Task to carry out
Copy each line of the records that contains the word "linecap".

Records for processing

'''

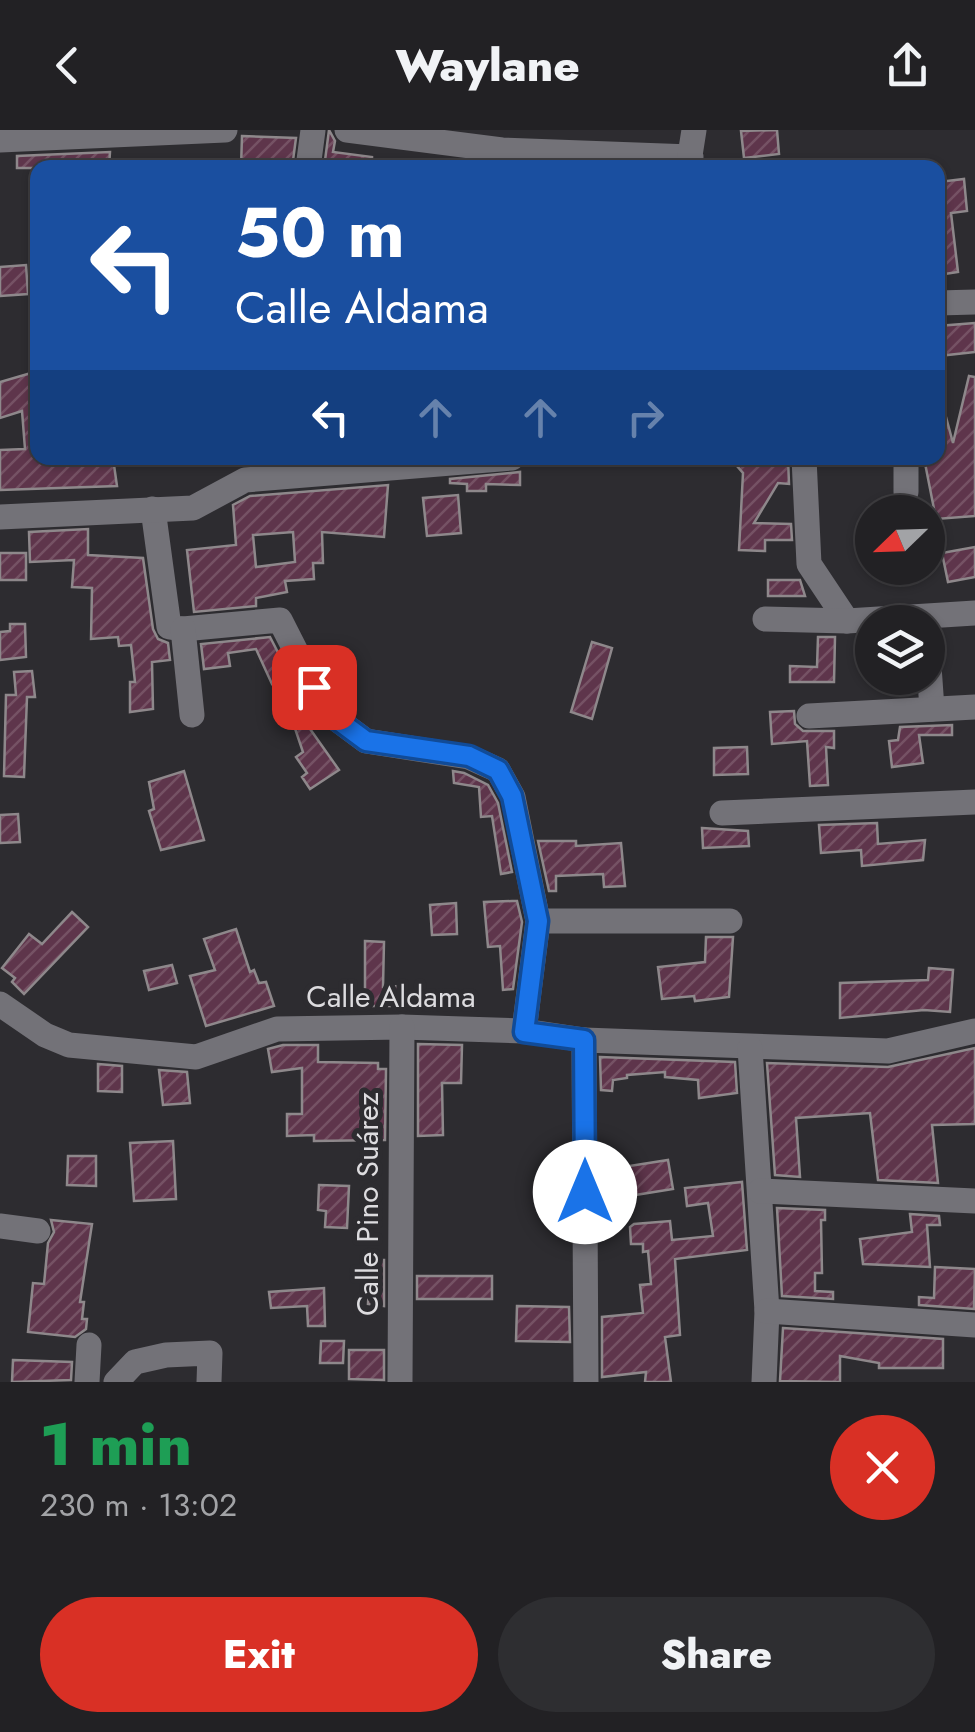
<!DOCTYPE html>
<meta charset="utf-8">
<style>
body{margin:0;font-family:Jost,sans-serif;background:#2e2e31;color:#f1f3f6;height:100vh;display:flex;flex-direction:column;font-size:38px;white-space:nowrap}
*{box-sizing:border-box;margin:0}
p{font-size:32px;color:#a2a3a6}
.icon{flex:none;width:55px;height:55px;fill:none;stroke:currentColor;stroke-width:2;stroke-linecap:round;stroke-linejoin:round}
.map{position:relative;height:1252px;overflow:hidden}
.side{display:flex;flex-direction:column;background:#222124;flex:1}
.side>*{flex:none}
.guide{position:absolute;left:30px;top:30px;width:915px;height:305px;border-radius:20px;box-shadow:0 2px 8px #0004,0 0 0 2px #3f3e41;background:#1a4fa0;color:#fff;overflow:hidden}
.needle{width:65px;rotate:247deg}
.buttons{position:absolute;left:855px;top:365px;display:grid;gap:20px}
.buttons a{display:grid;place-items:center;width:90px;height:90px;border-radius:50%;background:#222124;box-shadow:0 2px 8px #0004,0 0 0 2px #3f3e41;font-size:50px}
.pin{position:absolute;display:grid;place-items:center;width:85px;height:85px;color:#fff;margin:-42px;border-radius:20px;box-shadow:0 5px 15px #0006}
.me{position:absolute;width:110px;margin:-55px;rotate:0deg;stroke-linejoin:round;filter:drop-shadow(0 0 8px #0008)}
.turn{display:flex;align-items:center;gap:35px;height:210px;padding:0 40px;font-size:45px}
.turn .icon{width:130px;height:130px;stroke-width:2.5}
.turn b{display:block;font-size:70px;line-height:85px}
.lanes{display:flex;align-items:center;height:95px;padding:0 40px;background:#0003;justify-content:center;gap:50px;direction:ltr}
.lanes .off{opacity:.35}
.round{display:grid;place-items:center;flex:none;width:105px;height:105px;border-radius:52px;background:#2e2e31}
.overview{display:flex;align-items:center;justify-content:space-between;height:170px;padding:0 40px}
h1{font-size:60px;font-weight:800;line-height:75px;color:#1e9e55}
.action{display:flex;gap:20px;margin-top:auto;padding:20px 40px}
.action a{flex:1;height:115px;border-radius:60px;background:#d93025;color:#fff;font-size:40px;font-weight:800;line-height:115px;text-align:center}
.action a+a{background:#2e2e31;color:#f1f3f6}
header{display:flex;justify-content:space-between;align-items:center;height:130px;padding:0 40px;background:#222124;font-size:45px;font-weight:800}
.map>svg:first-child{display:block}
.building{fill:url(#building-hatch);stroke:#8e888b;stroke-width:2.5;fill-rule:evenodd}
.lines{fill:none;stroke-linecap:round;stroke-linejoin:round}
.minor{stroke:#737278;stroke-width:25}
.route-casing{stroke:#114b97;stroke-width:25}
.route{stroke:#1a73e8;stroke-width:18}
.labels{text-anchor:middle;stroke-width:10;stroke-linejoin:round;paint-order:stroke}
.street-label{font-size:30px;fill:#dddcdf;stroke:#2d2c30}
</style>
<header><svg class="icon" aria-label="back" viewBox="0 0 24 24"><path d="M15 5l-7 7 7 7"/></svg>Waylane<svg class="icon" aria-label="share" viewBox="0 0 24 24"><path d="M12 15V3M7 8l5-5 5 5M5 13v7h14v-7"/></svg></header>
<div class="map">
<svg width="975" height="1252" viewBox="0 0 975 1252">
<defs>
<pattern id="building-hatch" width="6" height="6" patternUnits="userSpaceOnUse" patternTransform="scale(2.5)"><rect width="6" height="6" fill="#5e354b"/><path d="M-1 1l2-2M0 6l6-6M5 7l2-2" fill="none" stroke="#755264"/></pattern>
</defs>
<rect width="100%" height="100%" fill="#2d2c30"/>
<g class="building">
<path d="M329,0L335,11L333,22L372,27V38H324Z"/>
<path d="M777,0L779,24L744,28L741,1Z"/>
<path d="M242,6L296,8L292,38H241Z"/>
<path d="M110,22L109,38H17V26Z"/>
<path d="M964,49L967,81L951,83L958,142L938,145V52Z"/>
<path d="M26,135L28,164L0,166V137Z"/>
<path d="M975,193V222L938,226V196Z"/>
<path d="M38,241V328H113L117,356L0,360V320L25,319L22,281L0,288V252Z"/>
<path d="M969,246L975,247V386L936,389L924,328H938V277L943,276L953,313Z"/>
<path d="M730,328H788L789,354L778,353L754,393L791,394L792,410H765V421L739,420L743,343Z"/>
<path d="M520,342V355L486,354V361H467V354L450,353V349Z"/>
<path d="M388,355L384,407L322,402L323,433H313L314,449L285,451L287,462L256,468V476L194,482L187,420L236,415L233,375L250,366ZM293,402L295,432L256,437L253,405Z"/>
<path d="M458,365L461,403L427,406L423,368Z"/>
<path d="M88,399V425L143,428L153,499L158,509L168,513L170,530L152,532L153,579L130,582V552H135L131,515L119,516L118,507L91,509L92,458L72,457L74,430L30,432L29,402Z"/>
<path d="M975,417V447L948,452L942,423Z"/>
<rect x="0" y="423" width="26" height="27"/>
<path d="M768,450H800L805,466H768Z"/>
<path d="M10,494H25L26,527L0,530V502L10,501Z"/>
<path d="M270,507L300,565L319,592L308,596L339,640L310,659L302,647L307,643L296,627L303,622L286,572L290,570L299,583L302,582L286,546L272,554L256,519L228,523L230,536L204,539L201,514Z"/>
<path d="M818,507H835L834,552H790V536L817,537Z"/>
<path d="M592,512L612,518L592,589L571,582Z"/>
<path d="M32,541L35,567H27L24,647L4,646L6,565H16L14,542Z"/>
<path d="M794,581L795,594L803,601H834V618L826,617L828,655L810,656L807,611L772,614L770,582Z"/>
<path d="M952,595V605H919L923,633L892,637L889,611L898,610L900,597Z"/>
<path d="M747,617L748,644L714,645V618Z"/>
<path d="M184,641L204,710L161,720L149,681L154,679L149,652Z"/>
<path d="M453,641L464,643L488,655L498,673L512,742L501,744L492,686L481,687L479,657L454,653Z"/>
<path d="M18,684L20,712L0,713V685Z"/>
<path d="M877,693L878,714L925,710L923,730L862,736L861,720L821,723L819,695Z"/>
<path d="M702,698L748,701L749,716L703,718Z"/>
<path d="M538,711H576V716L621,713L625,756L604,757L603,744L556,746V761H549Z"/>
<path d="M512,771H517L522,792L513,859L503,860L500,816L488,817L484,772Z"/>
<path d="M456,773L457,804L432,805L430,775Z"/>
<path d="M72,782L88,797L24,864L12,852L15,848L2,838L29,804L42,814Z"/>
<path d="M236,799L250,842L254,840L259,853L266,852L274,876L206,896L190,846L215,840L204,809Z"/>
<path d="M706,807H733L729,867L695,871L694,866L662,869L658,837L705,832Z"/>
<path d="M365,811L384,812L383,857L399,856V876H365Z"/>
<path d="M172,835L177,853L149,860L144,841Z"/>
<path d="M929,838L953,840L950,882L924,880L840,888V853L928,850Z"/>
<path d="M418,914L462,915L461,953H442L443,1005L418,1006Z"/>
<path d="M283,915H318V932L378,933V939H386L385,1010L314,1011V1005L287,1006V984H302V938L272,942L268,919Z"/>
<path d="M975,918V994L932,995L938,1053L878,1050L870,983L796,988L800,1047L775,1045L767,933L888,937Z"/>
<path d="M600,927L735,932L737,963L699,968L698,950L665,947V942L627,945V948L613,950L612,961L601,960Z"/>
<path d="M98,934L122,936V962L98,961Z"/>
<path d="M159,940L187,942L190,973L163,975Z"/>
<path d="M173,1011L176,1069L134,1071L130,1013Z"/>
<path d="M68,1026H96V1056L67,1055Z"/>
<path d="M668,1030L673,1059L629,1066L623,1037Z"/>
<path d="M742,1052L747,1120L675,1129L680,1205L665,1207L671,1252H645L646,1242L602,1247V1187L643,1183L640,1155L651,1154L648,1121L643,1122V1114H631L630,1097L634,1094L670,1091L672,1110L713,1106L708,1073L687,1076L685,1058Z"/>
<path d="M319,1055L349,1056L347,1098L325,1097L326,1081L318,1080Z"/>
<path d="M777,1078L825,1080V1090H821L822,1143H815V1161L833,1162V1169L782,1166Z"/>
<path d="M910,1084L939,1086L940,1095H927L930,1137L863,1134L860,1109L912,1102Z"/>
<path d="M51,1090L92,1094L80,1172H84L82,1189H87L86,1199L75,1207L28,1202L33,1153L44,1154L48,1113L54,1102Z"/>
<path d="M380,1130H384V1176L368,1174L370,1131Z"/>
<path d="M935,1137L975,1139L974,1179L919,1175V1167L934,1168Z"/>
<rect x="417" y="1146" width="75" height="23"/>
<path d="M324,1158L325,1196H308L307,1176L271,1178L269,1162Z"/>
<path d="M517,1176L569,1177L570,1212L516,1211Z"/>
<path d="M783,1198L943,1209V1238H879V1233L840,1226V1252L780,1251Z"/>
<path d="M321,1211H344L343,1233H320Z"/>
<path d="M349,1220H384V1250L349,1249Z"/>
<path d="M13,1230L72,1232L71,1250L12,1252Z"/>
</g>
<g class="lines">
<g class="minor">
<path d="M347,0L502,20L691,27"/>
<path d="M0,10L225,0"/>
<path d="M308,38L313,0"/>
<path d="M688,38L694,0"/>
<path d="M938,173L975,172"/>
<path d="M804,328L809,434L847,491"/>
<path d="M906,362V328"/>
<path d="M153,379L169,497L183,499L280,490L314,557L339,591L366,611L469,627L498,640L513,667L538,791L524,901"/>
<path d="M0,387L193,378L245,350L512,328"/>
<path d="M765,489L847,491L975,483"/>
<path d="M183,499L192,585"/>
<path d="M928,522L932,579"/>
<path d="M809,586L975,577"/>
<path d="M722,683L975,672"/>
<path d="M538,791H730"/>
<path d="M0,874L45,905L69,915L196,927L277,899L402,897L524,901L584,910L888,921L975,901"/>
<path d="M584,910L586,1252"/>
<path d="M750,918L767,1181L764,1252"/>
<path d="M760,1061L975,1071"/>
<path d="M0,1096L38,1101"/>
<path d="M767,1181L975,1195"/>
<path d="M87,1252L89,1215"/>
<path d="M116,1252L135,1232L166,1225L210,1223L209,1252"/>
<path d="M400,1252L402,897"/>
</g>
</g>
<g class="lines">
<g class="route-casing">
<path id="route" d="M314,557L339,591L366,611L469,626L498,640L512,666L538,791L524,902L584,910L585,1062"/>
</g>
<use href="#route" class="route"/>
</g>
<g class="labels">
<g class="street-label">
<text x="391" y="877">Calle Aldama</text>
<text transform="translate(368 1074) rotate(-90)" y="10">Calle Pino Suárez</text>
</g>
</g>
</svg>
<div class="buttons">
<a><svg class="needle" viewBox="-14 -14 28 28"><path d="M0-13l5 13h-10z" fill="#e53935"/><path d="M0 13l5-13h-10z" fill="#a2a3a6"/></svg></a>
<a><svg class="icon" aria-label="layers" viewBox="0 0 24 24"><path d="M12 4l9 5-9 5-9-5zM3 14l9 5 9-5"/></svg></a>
</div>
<div class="pin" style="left:314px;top:557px;background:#d93025"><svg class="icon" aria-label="arrive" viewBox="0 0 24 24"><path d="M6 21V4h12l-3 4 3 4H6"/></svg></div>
<svg class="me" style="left:585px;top:1062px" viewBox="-20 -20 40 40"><circle r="19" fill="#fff"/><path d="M0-13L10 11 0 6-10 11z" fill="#1a73e8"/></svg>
<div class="guide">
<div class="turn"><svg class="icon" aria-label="left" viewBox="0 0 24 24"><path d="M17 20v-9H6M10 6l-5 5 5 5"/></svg><div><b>50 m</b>Calle Aldama</div></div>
<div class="lanes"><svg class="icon" aria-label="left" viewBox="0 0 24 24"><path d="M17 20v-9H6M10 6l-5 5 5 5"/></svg><svg class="icon off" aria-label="ahead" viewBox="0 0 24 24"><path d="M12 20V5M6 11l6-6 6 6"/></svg><svg class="icon off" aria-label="ahead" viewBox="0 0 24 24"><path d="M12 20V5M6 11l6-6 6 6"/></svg><svg class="icon off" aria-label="right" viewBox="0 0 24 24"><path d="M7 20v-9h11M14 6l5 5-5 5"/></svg></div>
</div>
</div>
<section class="side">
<div class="overview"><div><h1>1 min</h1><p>230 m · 13:02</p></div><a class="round" style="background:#d93025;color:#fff"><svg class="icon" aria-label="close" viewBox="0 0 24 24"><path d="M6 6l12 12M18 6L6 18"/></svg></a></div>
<div class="action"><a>Exit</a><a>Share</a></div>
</section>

'''

Output for this task
.icon{flex:none;width:55px;height:55px;fill:none;stroke:currentColor;stroke-width:2;stroke-linecap:round;stroke-linejoin:round}
.lines{fill:none;stroke-linecap:round;stroke-linejoin:round}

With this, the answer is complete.